On singular Galerkin discretizations for three models in high-frequency scattering
T. Chaumont-Frelet, S. Sauter
TL;DR
The paper investigates the potential for discrete ill-posedness in conforming $hp$-finite element discretizations of time-harmonic high-frequency scattering problems, showing that singular system matrices can arise at specific wavenumbers even when the continuous models are well-posed. By constructing Bernkopf-type meshes in 2D and 3D and analyzing the determinant polynomials of the discrete systems, the authors identify explicit spurious frequencies for Helmholtz and Maxwell models across low-order elements, illustrating that discrete unique continuation fails in these cases. The results demonstrate that a discrete resolution condition is not merely a theoretical artefact but a necessary ingredient for discrete stability, and that the presence of a Bernkopf submesh in a mesh can propagate these singularities under scaling.
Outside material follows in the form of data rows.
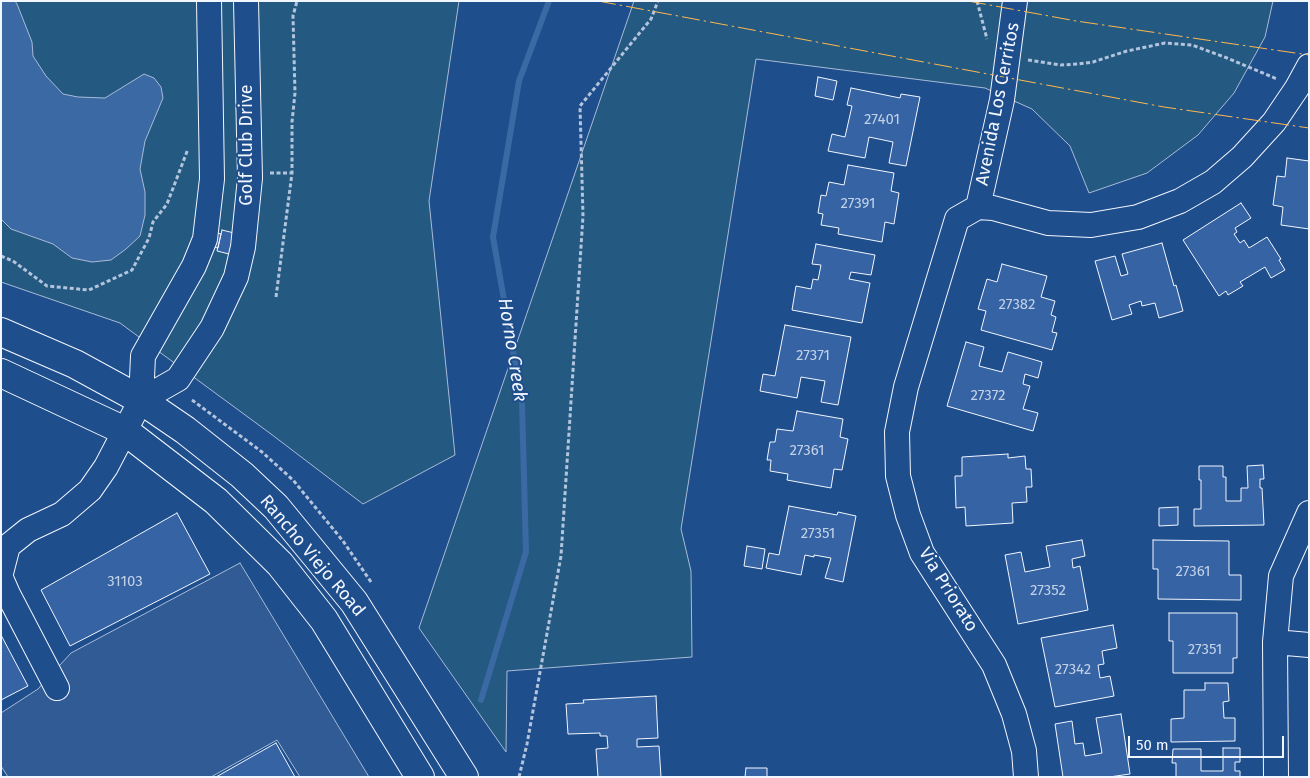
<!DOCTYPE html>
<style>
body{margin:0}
#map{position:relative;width:1310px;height:778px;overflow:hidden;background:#1f4e8c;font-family:"Fira Sans",sans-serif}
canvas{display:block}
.frame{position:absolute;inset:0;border:2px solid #f2f6ff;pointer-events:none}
.scale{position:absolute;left:1128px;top:736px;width:156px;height:22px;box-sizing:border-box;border:2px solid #f2f6ff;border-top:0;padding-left:6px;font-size:15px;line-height:18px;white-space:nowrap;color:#f2f6ff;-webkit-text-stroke:4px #1f4e8c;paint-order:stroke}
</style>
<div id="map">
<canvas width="1310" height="778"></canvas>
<div class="frame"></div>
<div class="scale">50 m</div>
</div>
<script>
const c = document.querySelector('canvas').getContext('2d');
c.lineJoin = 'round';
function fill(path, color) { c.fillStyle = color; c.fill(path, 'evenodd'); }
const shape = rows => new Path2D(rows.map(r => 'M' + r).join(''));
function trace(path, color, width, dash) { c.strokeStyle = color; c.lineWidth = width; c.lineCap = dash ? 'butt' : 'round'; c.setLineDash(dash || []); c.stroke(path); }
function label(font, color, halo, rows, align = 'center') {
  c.font = font + ' "Fira Sans",sans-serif'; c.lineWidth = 4; c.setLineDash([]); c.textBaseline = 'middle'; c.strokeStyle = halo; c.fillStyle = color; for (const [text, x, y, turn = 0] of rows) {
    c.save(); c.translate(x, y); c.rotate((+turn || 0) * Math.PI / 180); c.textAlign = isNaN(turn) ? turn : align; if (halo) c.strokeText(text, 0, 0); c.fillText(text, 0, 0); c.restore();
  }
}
const green = shape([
 [1,1,459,1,429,201,455,455,363,504,271,434,120,323,1,282,1,1],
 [634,1,1273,1,1265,37,1234,93,1198,135,1147,173,1089,193,1070,146,1032,109,985,88,756,59,681,529,691,571,692,657,507,671,506,752,419,628,634,1]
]);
fill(green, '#245a82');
trace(green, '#a8bbd7', 1);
const parking = shape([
 [240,563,369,777,300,777,277,740,211,777,8,777,1,766,1,713,38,689,71,653,240,563]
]);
fill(parking, '#305b95');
trace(parking, '#a8bbd7', 1);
const water = shape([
 [1,1,15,1,17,4,32,42,33,56,46,76,63,94,78,97,105,98,144,74,154,78,161,87,163,98,145,141,140,169,145,192,145,215,140,236,126,249,111,260,92,262,72,258,53,244,11,229,1,219,1,1]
]);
fill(water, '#3b69a3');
trace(water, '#a8bbd7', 1);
trace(shape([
 [481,700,526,552,522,403,493,237,519,81,549,1]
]), '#3b69a3', 6);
const building = shape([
 [818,77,837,81,833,100,815,96,818,77],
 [851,88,900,98,901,94,920,97,906,166,889,163,893,142,869,137,865,158,828,151,832,134,845,137,852,106,847,105,851,88],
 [1287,158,1309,161,1309,229,1281,225,1283,207,1273,205,1277,176,1285,177,1287,158],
 [848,165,894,173,891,191,899,193,894,224,885,222,882,242,838,234,839,228,821,225,823,214,818,213,821,195,826,196,829,182,844,185,848,165],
 [1241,203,1251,218,1235,228,1237,232,1234,234,1240,243,1244,240,1249,248,1267,237,1281,259,1279,260,1285,270,1271,278,1265,267,1240,282,1243,286,1228,295,1226,291,1219,296,1183,240,1241,203],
 [206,230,221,234,218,248,202,245,206,230],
 [222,230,234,233,229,254,217,251,222,230],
 [1162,243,1174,286,1176,285,1183,311,1159,318,1155,303,1142,306,1141,301,1129,305,1132,314,1112,320,1095,261,1115,256,1121,276,1128,274,1122,254,1162,243],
 [816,244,875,255,871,275,851,272,849,279,870,283,862,323,792,310,796,286,811,289,813,279,818,280,821,265,812,264,816,244],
 [1002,264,1047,276,1041,297,1055,301,1051,315,1056,317,1052,332,1057,333,1052,350,981,330,986,311,978,309,987,279,997,282,1002,264],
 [785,325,851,337,838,405,821,402,825,381,801,377,797,398,760,391,763,374,775,376,785,325],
 [966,342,984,347,979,366,1002,372,1008,352,1042,362,1038,378,1025,374,1023,384,1030,386,1023,409,1038,413,1033,431,947,406,966,342],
 [797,411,843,419,840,437,848,439,842,470,834,469,831,488,787,480,788,474,770,471,771,460,767,460,770,442,775,442,777,429,793,431,797,411],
 [1008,454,1008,458,1025,456,1026,469,1031,469,1032,487,1026,487,1027,502,1012,503,1013,523,966,526,965,507,956,508,955,476,962,476,962,457,1008,454],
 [1263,465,1264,479,1260,479,1260,488,1262,488,1264,525,1194,526,1194,509,1201,509,1201,480,1199,480,1199,466,1223,466,1223,477,1226,477,1226,501,1241,501,1241,488,1248,488,1247,466,1263,465],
 [789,506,837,515,838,512,856,516,843,582,825,578,831,558,814,555,814,557,805,555,801,575,766,568,769,553,779,555,789,506],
 [1178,507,1178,525,1159,526,1159,508,1178,507],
 [177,513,210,574,70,646,41,590,177,513],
 [1082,540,1085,556,1072,559,1073,568,1080,566,1088,610,1018,624,1005,555,1021,552,1025,572,1050,567,1046,546,1082,540],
 [1153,540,1229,541,1229,575,1241,575,1241,600,1158,599,1158,569,1153,569,1153,540],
 [747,546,765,549,762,569,744,566,747,546],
 [1169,613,1237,613,1237,658,1233,658,1233,673,1173,673,1173,641,1169,641,1169,613],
 [1113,625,1117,648,1102,651,1104,664,1098,665,1100,678,1110,676,1114,696,1055,707,1041,638,1113,625],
 [1,635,28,686,1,700,1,635],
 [1205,683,1228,683,1229,701,1223,702,1224,718,1235,718,1235,741,1171,742,1171,719,1184,718,1184,690,1205,690,1205,683],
 [656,696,658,738,637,739,637,747,659,746,661,777,598,777,596,749,608,748,607,736,600,736,600,733,568,734,566,704,584,703,583,700,656,696],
 [1121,714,1130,774,1109,777,1063,777,1055,724,1072,721,1075,744,1083,743,1085,756,1102,753,1096,718,1121,714],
 [276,743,295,777,216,777,276,743],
 [1223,748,1240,748,1240,762,1235,762,1235,771,1240,771,1240,777,1176,777,1176,763,1172,763,1173,749,1201,749,1201,771,1223,771,1223,748],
 [746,768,767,768,767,777,745,777,746,768]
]);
fill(building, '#3563a3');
trace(building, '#f2f6ff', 1);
const minor = shape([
 [978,207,957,219,906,387,897,432,898,476,908,515,922,553,994,665,1014,714,1024,751,1026,777],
 [978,207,993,208,1048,223,1091,225,1138,217,1180,201,1213,182,1242,157,1274,122,1297,88,1309,66],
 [978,207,1002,100,1015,1],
 [141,400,178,379,212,328,236,277,243,247,250,178,246,1],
 [1,573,8,546,28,530,62,514,90,490,106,467,141,400,143,356,194,266,205,239,212,179,209,1],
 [1,578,8,594,57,688],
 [1275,642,1309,645],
 [1276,777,1275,642,1281,576,1309,513]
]);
const major = shape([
 [1,332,75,364,141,400,185,430,242,475,276,507,354,602,464,777],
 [1,373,125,431,216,501,280,564,324,620,420,777]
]);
trace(minor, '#f2f6ff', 26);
trace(major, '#f2f6ff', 30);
trace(shape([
 [977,1,987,39],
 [1028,60,1061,65,1078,64,1093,62,1127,51,1165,43,1192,45,1227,58,1277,79],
 [270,173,292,173],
 [1,256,13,261,47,286,89,290,132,270,149,238,153,222,167,204,188,149],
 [276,297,292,173,292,122,295,93,293,16,297,1],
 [192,400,262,452,293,480,343,541,371,582],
 [519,777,527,744,561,556,583,216,580,106,651,19,658,1]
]), '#b3c4dc', 3, [4, 2.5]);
trace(minor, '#1f4e8c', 24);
trace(major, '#1f4e8c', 28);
trace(shape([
 [598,1,1164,107,1309,128],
 [968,1,1076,21,1309,55]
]), '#ffb74d', 1, [18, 4, 2.5, 4]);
label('15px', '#c3d1e8', null, [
 ["27401",882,120],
 ["27391",858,204],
 ["27382",1017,305],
 ["27371",813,356],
 ["27372",988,396],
 ["27361",807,451],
 ["27351",818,534],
 ["27361",1193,572],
 ["31103",125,582],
 ["27352",1048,591],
 ["27351",1205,650],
 ["27342",1073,670]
]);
label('18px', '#f2f6ff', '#1f4e8c', [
 ["Avenida Los Cerritos",998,104,-79],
 ["Golf Club Drive",247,145,-90],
 ["Rancho Viejo Road",312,556,50],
 ["Via Priorato",948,590,58]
]);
label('italic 19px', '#f2f6ff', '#1f4e8c', [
 ["Horno Creek",512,350,81]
]);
</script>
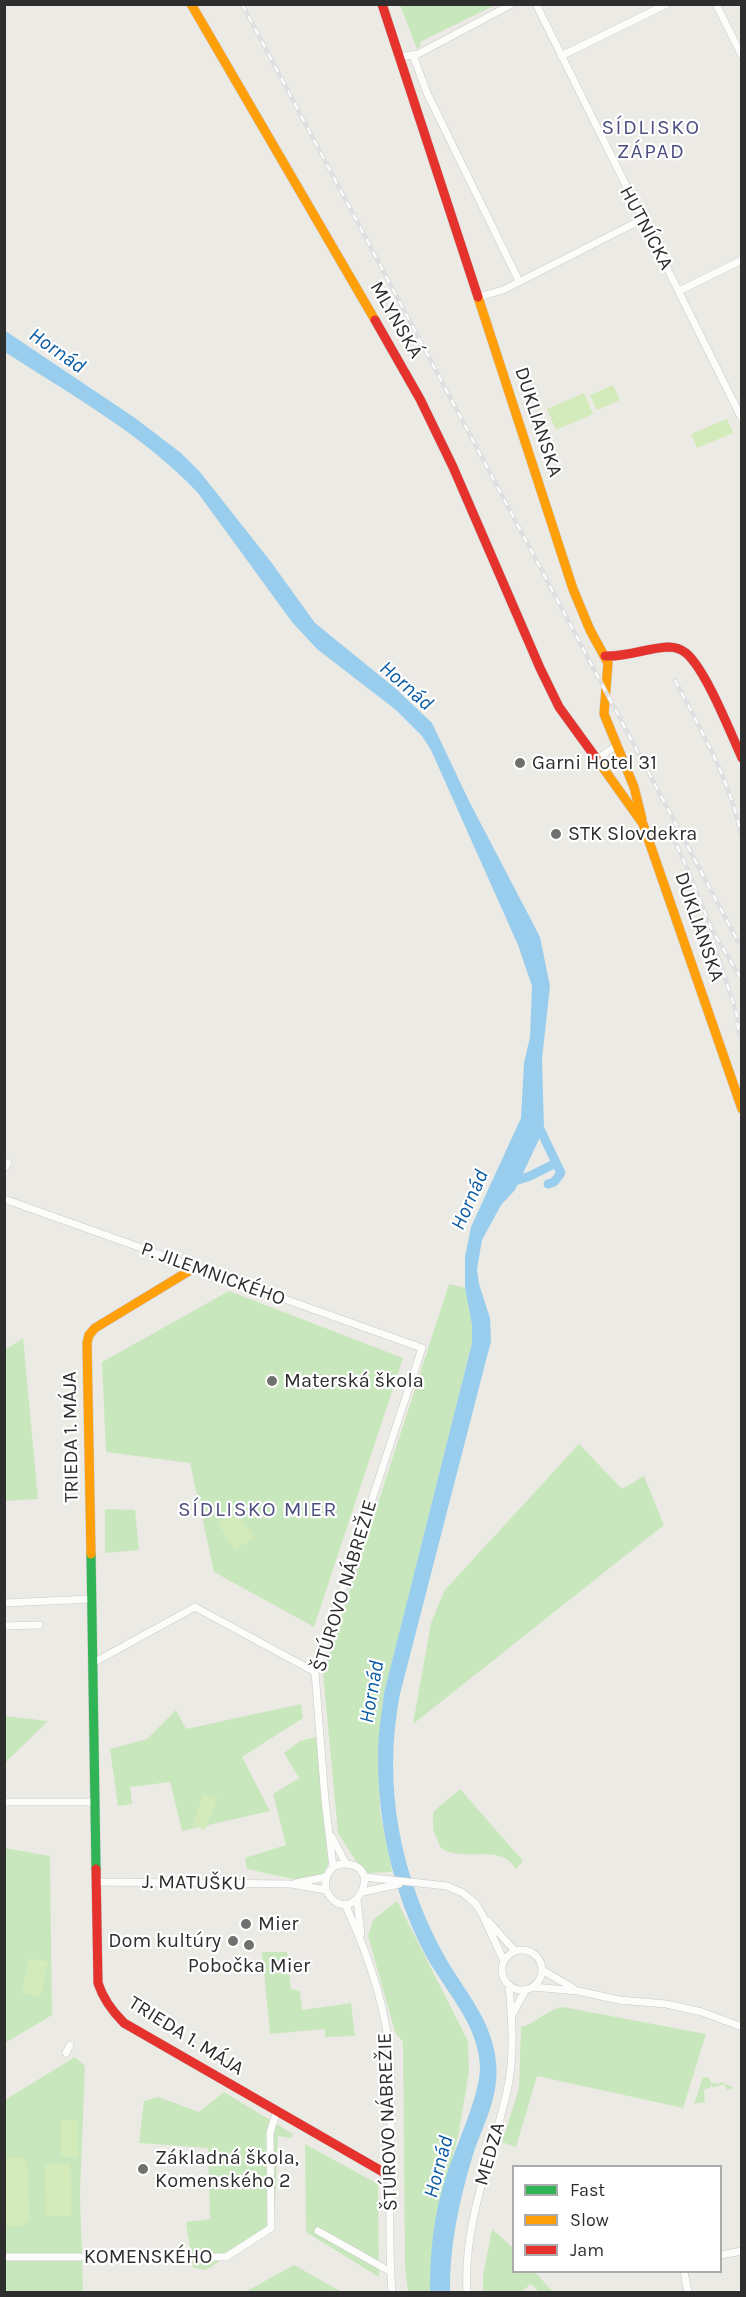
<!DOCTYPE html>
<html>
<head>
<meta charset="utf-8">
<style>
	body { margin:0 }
	#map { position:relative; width:746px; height:2297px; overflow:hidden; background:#eceae4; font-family:Karla,sans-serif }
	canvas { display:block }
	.frame { position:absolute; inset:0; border:6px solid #2e2e2e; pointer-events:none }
	.legend { position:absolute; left:512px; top:2165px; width:210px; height:108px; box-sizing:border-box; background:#fff; border:2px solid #ababab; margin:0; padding:8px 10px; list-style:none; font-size:18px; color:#2e2e2e }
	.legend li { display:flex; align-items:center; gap:12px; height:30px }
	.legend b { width:30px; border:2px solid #ababab }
</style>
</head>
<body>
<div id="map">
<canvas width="746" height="2297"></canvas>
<div class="frame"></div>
<ul class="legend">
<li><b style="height:8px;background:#30b455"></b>Fast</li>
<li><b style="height:8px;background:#ff9f0a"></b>Slow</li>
<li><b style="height:8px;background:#e5322d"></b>Jam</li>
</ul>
</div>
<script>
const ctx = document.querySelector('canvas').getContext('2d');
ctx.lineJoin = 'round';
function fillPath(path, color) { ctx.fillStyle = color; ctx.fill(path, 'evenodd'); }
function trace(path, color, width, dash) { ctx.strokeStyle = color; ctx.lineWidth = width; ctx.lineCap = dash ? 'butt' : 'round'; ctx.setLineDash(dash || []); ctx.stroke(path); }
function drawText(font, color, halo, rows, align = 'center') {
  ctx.font = font + ' Karla,sans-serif'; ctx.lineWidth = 4.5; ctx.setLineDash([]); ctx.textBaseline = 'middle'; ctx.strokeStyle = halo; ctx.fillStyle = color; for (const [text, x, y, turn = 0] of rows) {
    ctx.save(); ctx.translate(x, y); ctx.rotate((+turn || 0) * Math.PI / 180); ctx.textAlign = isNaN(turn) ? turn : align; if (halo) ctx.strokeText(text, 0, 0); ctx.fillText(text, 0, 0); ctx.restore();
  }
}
fillPath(new Path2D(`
	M400,5v-1l95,1 -75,37 1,4 -4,3z
	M449,1284l16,4 7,37v18l-88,350 -6,58 2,60 12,61 -24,1 -13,-13 -17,-27 -15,-160z
	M229,1291l174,67 -89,269 -100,-55 -24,-109 -84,-11 -4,-90z
	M23,1338l15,161 -33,2v-151z
	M579,1444l43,45 22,-13 20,49 -251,199 18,-101 13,-32z
	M105,1509l30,1 4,40 -34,3z
	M301,1704l2,14 -61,39 28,54 -88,20 -12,-49 -40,5 2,17 -14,2 -8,-57 37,-10 29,-29 10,19z
	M5,1716l43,5 -43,42 -1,-47z
	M316,1737l11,96 1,32 -5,9 -26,6 -50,-11 -2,-11 41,-13 -13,-51 26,-16 -15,-25 16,-12z
	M460,1789l63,72 -7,8c-17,-27 -51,-5 -75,-21l-8,-18v-18z
	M4,1848l46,8 2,159 -47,28z
	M397,1901l71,140 1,31 -11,65 -23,84 -5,71h-22l-3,-25 -2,-225 -8,-10 -27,-96 5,-16z
	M262,1952h25l4,37 9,2 2,19 49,-7 4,33 -30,1v-8l-55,5z
	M563,2007l143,27 -23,74 -146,-32 -21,71 -14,-5 17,-54 2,-61c16,-4 26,-18 42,-20z
	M75,2057l10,9 -5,127 3,99h-78v-192z
	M703,2077l6,1 2,4 6,2 5,-2 12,6 -7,2 -3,-6 -11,3 -2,-3v3l-7,3 1,12 -11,2z
	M224,2092l69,42 -2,4 -13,-2 -4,91 -68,43 -13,-2 -7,-46 24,-3 -2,-71 -69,-5 5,-42 14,-4 41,15z
	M305,2144l73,40 1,93 -73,-45z
	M492,2229l21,19 1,24h21l18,20h-14l-8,-8 -10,8h-38v-16z
	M294,2265l48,27h-97z`), '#c9e7bd');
fillPath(new Path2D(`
	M613,385l7,15 -23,10 -7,-15z
	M584,393l9,21 -37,16 -9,-21z
	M727,419l6,14 -36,15 -6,-14z
	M237,1512l17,25 -19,13 -17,-26z
	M204,1794l13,5 -12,31 -13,-5z
	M29,1958l19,4 -7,34 -19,-3z
	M78,2120v37h-17v-37z
	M20,2157l5,3 3,7 1,52 -7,7h-16l-1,-68z
	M70,2164l1,52h-25l-1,-51z`), '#d3ebbb');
fillPath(new Path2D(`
	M4,330l131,88 46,35 19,19 71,90 44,61 80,65 37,35 37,78 71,136 10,49 -8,73 2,70 -29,61 -14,15 -19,35 -5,29 2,15 11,34 1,23 -91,353c-18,91 0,182 45,263 20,35 47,63 51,105 4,35 -14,64 -24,96 -13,43 -23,90 -22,134h-20c0,-37 3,-75 15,-112 9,-31 35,-83 35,-113 -1,-43 -36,-77 -55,-113 -32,-62 -48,-132 -47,-202 0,-19 4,-39 6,-59l88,-350v-18l-7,-37v-31l6,-30 50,-109 3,-55 6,-26 2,-51 -14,-41 -87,-195 -9,-14 -26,-26 -79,-61 -25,-27 -94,-129c-54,-58 -127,-98 -193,-141z`), '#98cded');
trace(new Path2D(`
	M537,1123l24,50 -7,9 -6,2
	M509,1183l21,-7 26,-13`), '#98cded', 9);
const street = new Path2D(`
	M536,4l206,415
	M716,4l26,52
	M413,55l14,38 92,188
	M561,56l106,-52
	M398,57l20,-3 94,-50
	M679,291l63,-31
	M478,297l25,-7 138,-70
	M597,759l20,-14
	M4,1168l4,-5
	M4,1199l418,149 -107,324 10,128 8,67
	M4,1603l88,-4
	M4,1626l35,-1
	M93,1663l102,-56 120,65
	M4,1802h91
	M332,1837l14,27
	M364,1877l83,9 16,7 13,11 6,10 22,47
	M96,1882l195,2 35,6c23,44 62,-25 19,-26 -15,-1 -21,13 -19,26
	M296,1883l30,-6
	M363,1892l36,-8
	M357,1900l4,34
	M345,1904c22,48 42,103 45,156 4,78 -4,155 2,232
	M488,1921l27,30
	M502 1970a20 20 0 1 1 40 0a20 20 0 1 1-40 0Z
	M542,1970l31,18
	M533,1987l45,4 41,9 47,4 36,8 40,15
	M512,2015l14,-26
	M66,2053l4,-8
	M318,2231l73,41
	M720,2255l22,-4
	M4,2257h222l45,-29 -1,-95 7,-23
	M684,2272l4,20
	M467,2292c-4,-70 25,-134 40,-201 8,-35 5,-71 2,-106`);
const fast = new Path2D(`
	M91,1554l5,315`);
const slow = new Path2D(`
	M191,4l184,316
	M478,297l95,292 17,41 18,33 -4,51 30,73 8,32
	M596,758l47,66 99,285
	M91,1554l-4,-211 2,-8 6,-7 99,-60`);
const jam = new Path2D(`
	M382,4l96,293
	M375,320l45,79 33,68 87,201 19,39 37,51
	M605,656c23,1 41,-8 63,-9 6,0 13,2 18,6 20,17 44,79 56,105
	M96,1869l2,114c5,16 14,28 26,40l266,153`);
trace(street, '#c9c9c9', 8);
trace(fast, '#c9c9c9', 10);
trace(slow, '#c9c9c9', 10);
trace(jam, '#c9c9c9', 10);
trace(street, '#fcfcfb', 7);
trace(fast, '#30b455', 9);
trace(slow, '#ff9f0a', 9);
trace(jam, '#e5322d', 9);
const rail = new Path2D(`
	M242,4l500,945
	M675,680c26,51 56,101 67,159
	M671,833l18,39 22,56 31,52
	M714,944l28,86
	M737,1023l5,22`);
trace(rail, '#dfdfe1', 4.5);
trace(rail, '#fff', 2, [7]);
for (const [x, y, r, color] of [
	[520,763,6,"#70706e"],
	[556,834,6,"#70706e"],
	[272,1381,6,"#70706e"],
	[246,1924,6,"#70706e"],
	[233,1941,6,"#70706e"],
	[249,1945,6,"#70706e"],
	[143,2169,6,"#70706e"]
]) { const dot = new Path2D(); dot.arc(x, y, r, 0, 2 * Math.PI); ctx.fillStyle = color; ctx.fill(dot); trace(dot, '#fff', 2); }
drawText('20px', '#2e2e2e', '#fff', [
	["HUTNÍCKA",646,228,62],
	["MLYNSKÁ",396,320,60],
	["DUKLIANSKA",538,422,72],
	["DUKLIANSKA",699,927,71],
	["P. JILEMNICKÉHO",213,1274,20],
	["TRIEDA 1. MÁJA",71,1437,-91],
	["ŠTÚROVO NÁBREŽIE",345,1586,-73],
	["J. MATUŠKU",194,1883,1],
	["TRIEDA 1. MÁJA",186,2036,32],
	["ŠTÚROVO NÁBREŽIE",388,2122,-92],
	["MEDZA",490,2154,-74],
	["KOMENSKÉHO",148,2257]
]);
drawText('20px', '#2e2e2e', '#fff', [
	["Garni Hotel 31",532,763],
	["STK Slovdekra",568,834],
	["Materská škola",284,1381],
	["Mier",258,1924],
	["Dom kultúry",221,1941,"right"],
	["Pobočka Mier",249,1966,"center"],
	["Základná škola,",155,2158],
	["Komenského 2",155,2181]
], 'left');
ctx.letterSpacing = '1.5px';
drawText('21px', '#4d4f80', '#fff', [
	["SÍDLISKO",651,128],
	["ZÁPAD",651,152],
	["SÍDLISKO MIER",258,1510]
]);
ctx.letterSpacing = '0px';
drawText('italic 21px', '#0c5ca4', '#fff', [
	["Hornád",57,351,35],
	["Hornád",406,686,41],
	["Hornád",470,1200,-66],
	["Hornád",372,1692,-80],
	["Hornád",439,2167,-75]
]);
</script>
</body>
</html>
The findings have implications for preconditioning, adaptivity, and the design of stable discretizations, highlighting the nuanced interplay between mesh geometry, polynomial degree, and wavenumber in high-frequency scattering problems.
Abstract
We consider three common mathematical models for time-harmonic high frequency scattering: the Helmholtz equation in two and three spatial dimensions, a transverse magnetic problem in two dimensions, and Maxwell's equation in three dimensions with dissipative boundary conditions such that the continuous problem is well posed. In this paper, we construct meshes for popular (low order) Galerkin finite element discretizations such that the discrete system matrix becomes singular and the discrete problem is not well posed. This implies that a condition "the finite element space has to be sufficiently rich" in the form of a resolution condition - typically imposed for discrete well-posedness - is not an artifact from the proof by a compact perturbation argument but necessary for discrete stability of the Galerkin discretization.